Exercise description: Your answer should be every line from the records that contains "linecap".

══ Data for the task

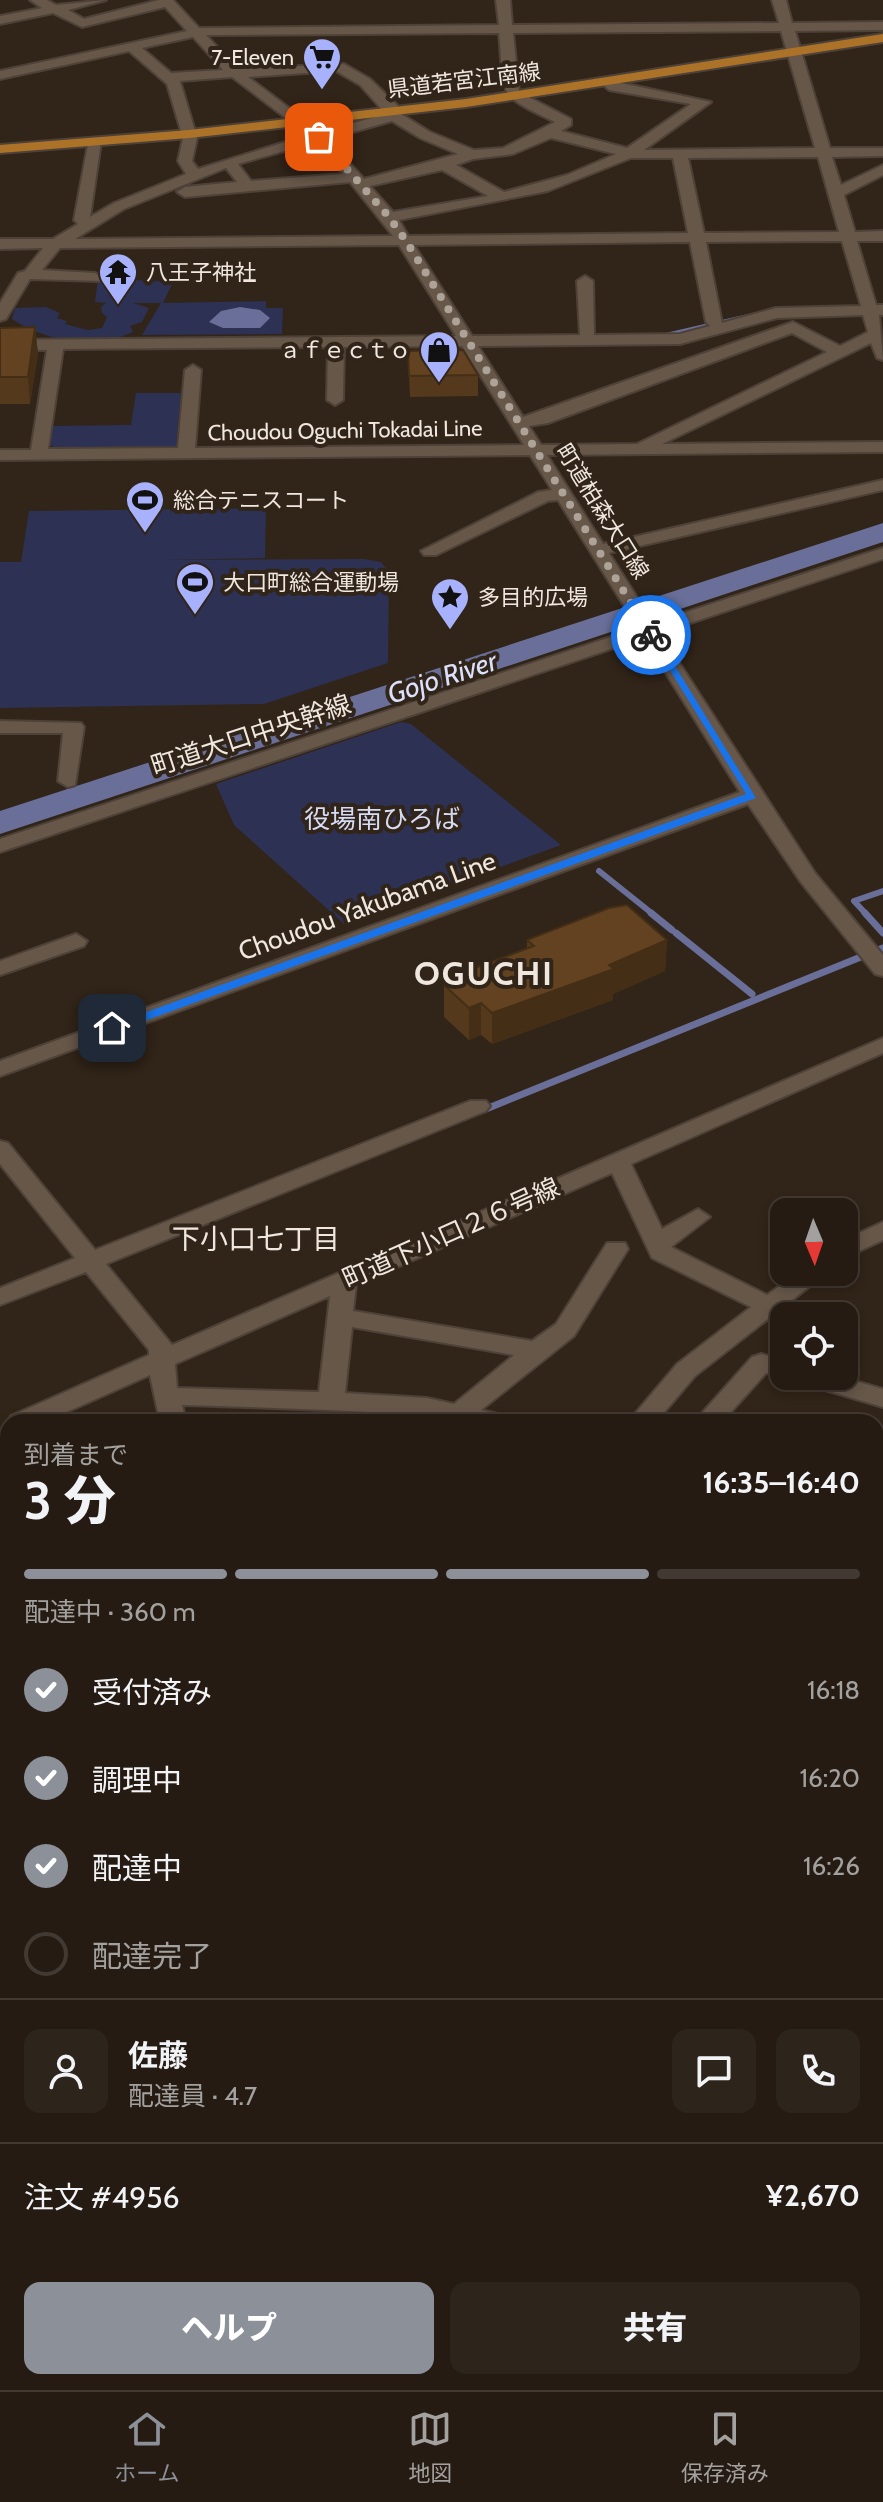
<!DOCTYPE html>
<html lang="ja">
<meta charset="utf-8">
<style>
:root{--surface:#251b12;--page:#2d241b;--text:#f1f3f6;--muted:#a3a19f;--line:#423932;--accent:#8c9099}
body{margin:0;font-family:Cabin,"Noto Sans JP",sans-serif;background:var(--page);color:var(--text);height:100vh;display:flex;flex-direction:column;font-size:30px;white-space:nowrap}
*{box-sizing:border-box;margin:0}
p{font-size:26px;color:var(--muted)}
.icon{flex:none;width:44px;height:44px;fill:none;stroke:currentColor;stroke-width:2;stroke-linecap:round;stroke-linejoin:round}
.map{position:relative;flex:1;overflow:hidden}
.details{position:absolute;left:0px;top:1414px;width:884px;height:976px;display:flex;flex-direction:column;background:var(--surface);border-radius:24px 24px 0 0;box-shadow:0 4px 12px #0003,0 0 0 2px var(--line)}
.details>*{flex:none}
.needle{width:52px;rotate:178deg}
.buttons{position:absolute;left:770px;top:1198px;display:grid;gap:16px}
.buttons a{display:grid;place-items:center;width:88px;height:88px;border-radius:16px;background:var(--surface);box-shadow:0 4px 12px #0003,0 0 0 2px var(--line);font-size:40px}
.pin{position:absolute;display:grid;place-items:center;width:68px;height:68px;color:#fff;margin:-34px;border-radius:16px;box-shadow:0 4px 12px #0006}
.courier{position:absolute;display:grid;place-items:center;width:80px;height:80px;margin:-40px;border:6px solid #1a73e8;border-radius:50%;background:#fff;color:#222;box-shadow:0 2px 10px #0007}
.head em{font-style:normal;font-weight:800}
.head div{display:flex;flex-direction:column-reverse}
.head{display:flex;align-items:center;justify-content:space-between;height:136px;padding:0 24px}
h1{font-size:52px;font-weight:800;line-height:60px}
.bar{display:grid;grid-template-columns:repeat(4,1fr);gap:12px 8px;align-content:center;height:96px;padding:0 24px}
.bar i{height:10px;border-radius:6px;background:var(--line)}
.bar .selected{background:var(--accent)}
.bar p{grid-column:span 4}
.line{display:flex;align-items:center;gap:20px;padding:0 24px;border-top:2px solid var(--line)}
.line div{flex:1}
.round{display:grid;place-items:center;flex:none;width:84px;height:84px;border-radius:16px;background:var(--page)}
ol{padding:0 24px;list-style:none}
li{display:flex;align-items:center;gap:24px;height:88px}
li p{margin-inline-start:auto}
li .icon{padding:8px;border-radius:50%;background:var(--accent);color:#fff;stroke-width:4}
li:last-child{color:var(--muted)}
li i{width:44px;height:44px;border:4px solid var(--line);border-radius:50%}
.action{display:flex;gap:16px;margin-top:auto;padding:16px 24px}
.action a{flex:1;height:92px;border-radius:16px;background:var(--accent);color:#fff;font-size:32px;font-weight:800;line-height:92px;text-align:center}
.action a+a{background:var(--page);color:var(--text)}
.dock{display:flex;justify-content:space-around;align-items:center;height:112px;border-top:2px solid var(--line);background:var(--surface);font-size:22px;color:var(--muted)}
.dock a{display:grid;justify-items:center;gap:4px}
.dock .selected{color:var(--accent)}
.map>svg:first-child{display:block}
.green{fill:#2d3153}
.water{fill:#696f99}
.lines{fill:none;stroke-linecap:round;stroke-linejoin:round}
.stream-far2{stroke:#696f99;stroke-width:4}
.stream-far1{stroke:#696f99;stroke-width:6}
.stream{stroke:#696f99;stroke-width:7}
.river{fill:#696f99;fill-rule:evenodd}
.minor-casing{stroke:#4d4138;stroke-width:4}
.major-casing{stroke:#4d4138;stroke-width:4}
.minor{fill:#665749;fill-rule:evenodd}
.major{fill:#ac7328;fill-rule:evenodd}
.wall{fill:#54391c}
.shaded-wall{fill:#452e16}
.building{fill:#624220;stroke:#452e16;stroke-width:2}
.route{fill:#1a73e8}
.done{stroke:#ada399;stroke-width:8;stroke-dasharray:0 14.4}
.labels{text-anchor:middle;stroke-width:8;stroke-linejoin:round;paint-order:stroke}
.far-poi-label{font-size:22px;fill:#f0e7df;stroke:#312418;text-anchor:start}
.far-street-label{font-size:22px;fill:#f0e7df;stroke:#312418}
.street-label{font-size:26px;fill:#f0e7df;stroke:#312418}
.park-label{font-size:26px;fill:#d6dbf6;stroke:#312418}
.water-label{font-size:28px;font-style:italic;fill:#dbe0fc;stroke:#312418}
.neighbourhood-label{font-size:28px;fill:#f0e7df;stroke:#312418}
.district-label{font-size:34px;font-weight:bold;letter-spacing:2px;fill:#f0e7df;stroke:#312418}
</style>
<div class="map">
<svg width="883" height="2390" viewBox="0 0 883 2390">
<rect width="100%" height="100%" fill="#312418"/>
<g class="green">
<path d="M98 278 173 282 163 303 266 301V308H283L282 334 142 335 161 303H133L149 308 142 322 130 326 133 332C96 350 44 341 12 319L15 308 46 307 60 313 57 318 67 321 65 324 88 330 102 328 107 317 102 313 101 307 106 303 95 302Z"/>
<path d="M136 393H181L176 447H54L47 443 49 426 131 425Z"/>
<path d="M266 508 265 558 161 560 364 559 381 562 389 572 388 663 264 704 0 708V562H21L29 511Z"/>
<path d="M401 722 411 724 561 845 344 924 234 825 216 784Z"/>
</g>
<path class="water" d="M240 307 260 310 270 318 260 328H223L209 322 221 311Z"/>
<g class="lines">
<path class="stream-far2" d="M666 335 778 309"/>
<g class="stream-far1">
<path d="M599 871 654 915"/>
<path d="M867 915 854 901 883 891"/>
</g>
<g class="stream">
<path d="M651 913 672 930"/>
<path d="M865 913 883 933"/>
<path d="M676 933 752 994"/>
<path d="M481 1111 883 948"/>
</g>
<path class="river" d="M883 523V542L0 834V811Z"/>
<g class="minor-casing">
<g id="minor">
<path d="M30 0H47L56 5 106 0 68 10 84 19 159 0H173L199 28 499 25 496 0H510L512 25 779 23 772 0H786L792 23 883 22V30L795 31 830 148H883V156L832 157 841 185 883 165V175L844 195 855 232 883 231V241H857L876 305H883V315H879L883 360 877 358 871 343 662 444 883 442V452L547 455 603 544 883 480V490L609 553 653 623 883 548V559L660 633 815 873 883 955V976L875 974 800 881 748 804 0 1076V1061L740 792 644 638 0 852V839L638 628 558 500 548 501 436 555H424L421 551 538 492 552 490 530 455 0 460V450H31L47 350H0V340L456 336 399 245 60 248 42 270 95 273 103 278 101 281 30 279 6 319 0 321V303L18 273 25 271 43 248 0 249V239H53L78 224 74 220 89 139 101 142 90 217 114 203 186 174 178 161 183 138 167 84 129 51 0 79V71L187 31 165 7 82 27 53 13 0 24V16L42 8ZM781 31 815 148 644 150 711 102 602 79 600 82 609 90 691 104 627 148 561 131 571 125V119L519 92 513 33ZM499 33C505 97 495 94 555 122L503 148 474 150 430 132 401 114 397 105 370 79 344 64 238 69 206 35ZM193 37 223 70 171 73 142 48ZM336 71 360 85 386 114 321 132 248 77ZM232 77 308 135 198 169 192 161 197 138 180 81ZM392 121 420 138 458 154 364 179 328 139ZM551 138 616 154 567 175 504 192 456 165 473 159 513 154ZM316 142 343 174 251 181 238 164ZM818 157 839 232 704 233 688 158ZM631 158H673L688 233 408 236 399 220 548 191ZM226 168 237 182 185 187 177 192 185 197 350 182 393 236 75 239 124 209ZM442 170 488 196 393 212 370 186ZM842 241 861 306 776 308 722 323 706 242ZM690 242 706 322 710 326 680 334 594 335 593 281 585 276 577 281 580 335 472 336 414 245ZM863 315 868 332 840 346 793 322 523 417 478 346 680 344 777 318ZM792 333 827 352 637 444 541 445 529 426 548 423ZM462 346 524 445 195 448 201 370 193 365 185 370 178 448 48 449 63 349 328 347 327 400 335 405 343 400 344 347Z"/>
<path d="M0 721 81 723 84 727 75 785 68 787 58 781 63 733H0Z"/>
<path d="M76 934 87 941 84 946 0 975V961Z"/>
<path d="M883 1038V1053L631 1164 662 1229 698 1209 710 1217 671 1247 767 1295 799 1272H828L695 1376 656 1422H628L677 1364 751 1307 652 1258 612 1173 356 1285 353 1311 532 1341 556 1324 607 1243H625L628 1249 574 1336 481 1410 506 1416 510 1422C468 1422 428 1416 387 1413 318 1409 250 1407 182 1405L186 1422H160L150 1375 44 1422H7L11 1416 149 1355V1350L86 1272 0 1305V1288L75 1258 0 1164V1141L8 1143 95 1250 470 1101H486L490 1106 486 1111 106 1264 172 1345ZM330 1296 319 1392 177 1388 175 1364ZM352 1327 514 1355 454 1404 427 1398 345 1393Z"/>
<path d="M883 1222V1240L844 1258V1240Z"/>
<path d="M761 1354 784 1360V1376H790L766 1373 722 1422H694L752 1357Z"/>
<path d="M794 1376H837L883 1389V1407L798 1382Z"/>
<rect x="0" y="1493" width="8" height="18"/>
<path d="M876 1497 883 1499V1517L876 1515Z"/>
<path d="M883 1563V1595L876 1597V1565Z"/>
<path d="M0 1865 8 1867V1891L0 1889Z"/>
<path d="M876 1918 883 1919V1943L876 1942Z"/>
<path d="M8 2075V2150L0 2153V2077Z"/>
<path d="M263 2382H297L296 2390H262Z"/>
<rect x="658" y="2382" width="34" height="8"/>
</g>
</g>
<g class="major-casing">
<path id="major" d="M883 34V42L466 107 189 138 0 153V145L189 130 466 99Z"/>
</g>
<use href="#minor" class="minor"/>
<use href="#major" class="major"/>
</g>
<g class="wall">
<path d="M35 327 38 354 30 404H0V328Z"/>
<path d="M408 351 478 375V396L410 397Z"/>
<path d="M527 940H667L665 971 613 994V1000L492 1044 481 1035 469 1040 444 1017V985L447 984 448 978 527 948Z"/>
</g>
<g class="shaded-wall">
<path d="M35 327 38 354 30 404 28 377Z"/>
<path d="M667 940 665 971 613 994V1000L492 1044V1013Z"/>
<path d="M481 1003V1035L469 1040V1008Z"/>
</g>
<g class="building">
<path d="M35 327 28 377H0V328Z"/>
<path d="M463 350 478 375 409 376 408 351Z"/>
<path d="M627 905 667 940 609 965 614 969 492 1013 481 1003 469 1008 444 985 453 982 448 978 534 946 527 940 609 908Z"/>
</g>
<path class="route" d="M647 633 656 635 756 798 117 1031H108V1026L746 794Z"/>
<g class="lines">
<path class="done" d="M319 137 389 217 406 241 651 635"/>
</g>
<defs>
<g id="supermarket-pin" transform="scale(2)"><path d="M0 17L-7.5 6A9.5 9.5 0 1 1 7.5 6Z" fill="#a7b1fc" stroke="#312418"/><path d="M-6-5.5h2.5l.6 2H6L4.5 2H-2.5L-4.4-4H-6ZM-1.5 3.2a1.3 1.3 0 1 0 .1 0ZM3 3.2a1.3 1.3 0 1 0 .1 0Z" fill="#111"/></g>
<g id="temple-pin" transform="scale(2)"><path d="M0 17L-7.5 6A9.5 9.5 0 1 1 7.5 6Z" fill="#a7b1fc" stroke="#312418"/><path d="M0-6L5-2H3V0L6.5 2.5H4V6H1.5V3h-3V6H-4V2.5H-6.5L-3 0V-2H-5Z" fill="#111"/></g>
<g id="shop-pin" transform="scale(2)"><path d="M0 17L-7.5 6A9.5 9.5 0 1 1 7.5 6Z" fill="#a7b1fc" stroke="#312418"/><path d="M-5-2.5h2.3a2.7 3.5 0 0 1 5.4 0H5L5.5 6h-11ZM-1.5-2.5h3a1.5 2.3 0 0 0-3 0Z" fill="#111"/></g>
<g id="stadium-pin" transform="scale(2)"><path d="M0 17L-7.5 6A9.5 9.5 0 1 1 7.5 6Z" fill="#a7b1fc" stroke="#312418"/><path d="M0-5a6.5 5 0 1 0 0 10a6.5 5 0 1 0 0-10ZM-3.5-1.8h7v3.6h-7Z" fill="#111"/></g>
<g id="sight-pin" transform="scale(2)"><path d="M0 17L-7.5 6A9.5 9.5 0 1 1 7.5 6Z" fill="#a7b1fc" stroke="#312418"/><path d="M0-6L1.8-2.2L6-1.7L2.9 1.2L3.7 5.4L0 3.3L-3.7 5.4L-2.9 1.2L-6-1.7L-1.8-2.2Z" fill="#111"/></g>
</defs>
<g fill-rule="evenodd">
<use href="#supermarket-pin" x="322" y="57"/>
<use href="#temple-pin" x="118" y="272"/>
<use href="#shop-pin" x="439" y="350"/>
<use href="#stadium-pin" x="145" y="500"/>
<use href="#stadium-pin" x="195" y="582"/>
<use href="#sight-pin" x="450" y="597"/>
</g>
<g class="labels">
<g class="far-poi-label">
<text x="294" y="65" text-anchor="end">7-Eleven</text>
<text x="146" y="280">八王子神社</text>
<text x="411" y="358" text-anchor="end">ａｆｅｃｔｏ</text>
<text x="173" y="508">総合テニスコート</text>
<text x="223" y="590">大口町総合運動場</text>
<text x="478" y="605">多目的広場</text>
</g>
<g class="far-street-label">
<text transform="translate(464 80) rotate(-7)" y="8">県道若宮江南線</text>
<text transform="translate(345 430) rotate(-1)" y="8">Choudou Oguchi Tokadai Line</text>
<text transform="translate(603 511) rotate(58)" y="8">町道柏森大口線</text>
</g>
<g class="street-label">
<text transform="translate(251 735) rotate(-18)" y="9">町道大口中央幹線</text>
<text transform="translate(367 906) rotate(-20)" y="9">Choudou Yakubama Line</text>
<text transform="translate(451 1233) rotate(-24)" y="9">町道下小口２６号線</text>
</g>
<g class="park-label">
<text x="382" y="828">役場南ひろば</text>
</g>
<g class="water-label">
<text transform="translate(442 677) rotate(-18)" y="10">Gojo River</text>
</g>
<g class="neighbourhood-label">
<text x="256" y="1249">下小口七丁目</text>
</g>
<g class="district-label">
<text x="484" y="985">OGUCHI</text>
</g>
</g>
</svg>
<div class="buttons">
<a><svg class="needle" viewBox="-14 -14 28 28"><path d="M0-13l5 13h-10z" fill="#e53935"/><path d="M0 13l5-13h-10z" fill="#a3a19f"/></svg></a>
<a><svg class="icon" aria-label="locate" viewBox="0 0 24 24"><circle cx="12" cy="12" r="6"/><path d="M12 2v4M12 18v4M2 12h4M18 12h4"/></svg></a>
</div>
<div class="pin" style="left:319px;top:137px;background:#ea580c"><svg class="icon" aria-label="bag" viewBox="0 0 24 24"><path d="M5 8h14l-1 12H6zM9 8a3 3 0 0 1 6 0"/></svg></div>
<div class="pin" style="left:112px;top:1028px;background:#1f2937"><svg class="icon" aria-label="home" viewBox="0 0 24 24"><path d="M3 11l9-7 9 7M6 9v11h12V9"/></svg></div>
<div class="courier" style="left:651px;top:635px"><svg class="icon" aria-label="bike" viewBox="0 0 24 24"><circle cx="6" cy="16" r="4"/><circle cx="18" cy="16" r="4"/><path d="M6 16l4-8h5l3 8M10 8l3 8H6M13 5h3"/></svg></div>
<section class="details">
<div class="head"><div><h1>3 分</h1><p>到着まで</p></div><em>16:35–16:40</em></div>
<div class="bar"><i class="selected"></i><i class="selected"></i><i class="selected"></i><i></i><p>配達中 · 360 m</p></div>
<ol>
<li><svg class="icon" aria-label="check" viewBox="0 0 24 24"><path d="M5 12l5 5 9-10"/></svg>受付済み<p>16:18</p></li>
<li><svg class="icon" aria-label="check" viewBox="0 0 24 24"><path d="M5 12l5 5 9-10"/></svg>調理中<p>16:20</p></li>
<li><svg class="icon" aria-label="check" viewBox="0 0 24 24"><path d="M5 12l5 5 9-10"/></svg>配達中<p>16:26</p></li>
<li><i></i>配達完了</li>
</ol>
<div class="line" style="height:144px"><a class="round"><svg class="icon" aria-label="person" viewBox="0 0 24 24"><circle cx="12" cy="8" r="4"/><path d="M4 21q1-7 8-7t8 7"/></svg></a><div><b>佐藤</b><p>配達員 · 4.7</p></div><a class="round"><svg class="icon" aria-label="chat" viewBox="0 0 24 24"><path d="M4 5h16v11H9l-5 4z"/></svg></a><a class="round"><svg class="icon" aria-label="phone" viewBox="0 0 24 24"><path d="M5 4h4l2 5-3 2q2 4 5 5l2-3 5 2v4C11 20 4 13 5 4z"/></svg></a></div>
<div class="line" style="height:104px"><div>注文 #4956</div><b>¥2,670</b></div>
<div class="action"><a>ヘルプ</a><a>共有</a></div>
</section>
</div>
<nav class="dock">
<a class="selected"><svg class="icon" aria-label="home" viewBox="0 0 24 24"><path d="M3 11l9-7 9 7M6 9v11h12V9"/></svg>ホーム</a>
<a><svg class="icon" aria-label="map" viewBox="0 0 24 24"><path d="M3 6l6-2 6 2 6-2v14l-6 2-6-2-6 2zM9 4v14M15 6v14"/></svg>地図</a>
<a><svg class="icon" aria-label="saved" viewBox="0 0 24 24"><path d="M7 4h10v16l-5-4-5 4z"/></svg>保存済み</a>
</nav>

════

Task solution:
.icon{flex:none;width:44px;height:44px;fill:none;stroke:currentColor;stroke-width:2;stroke-linecap:round;stroke-linejoin:round}
.lines{fill:none;stroke-linecap:round;stroke-linejoin:round}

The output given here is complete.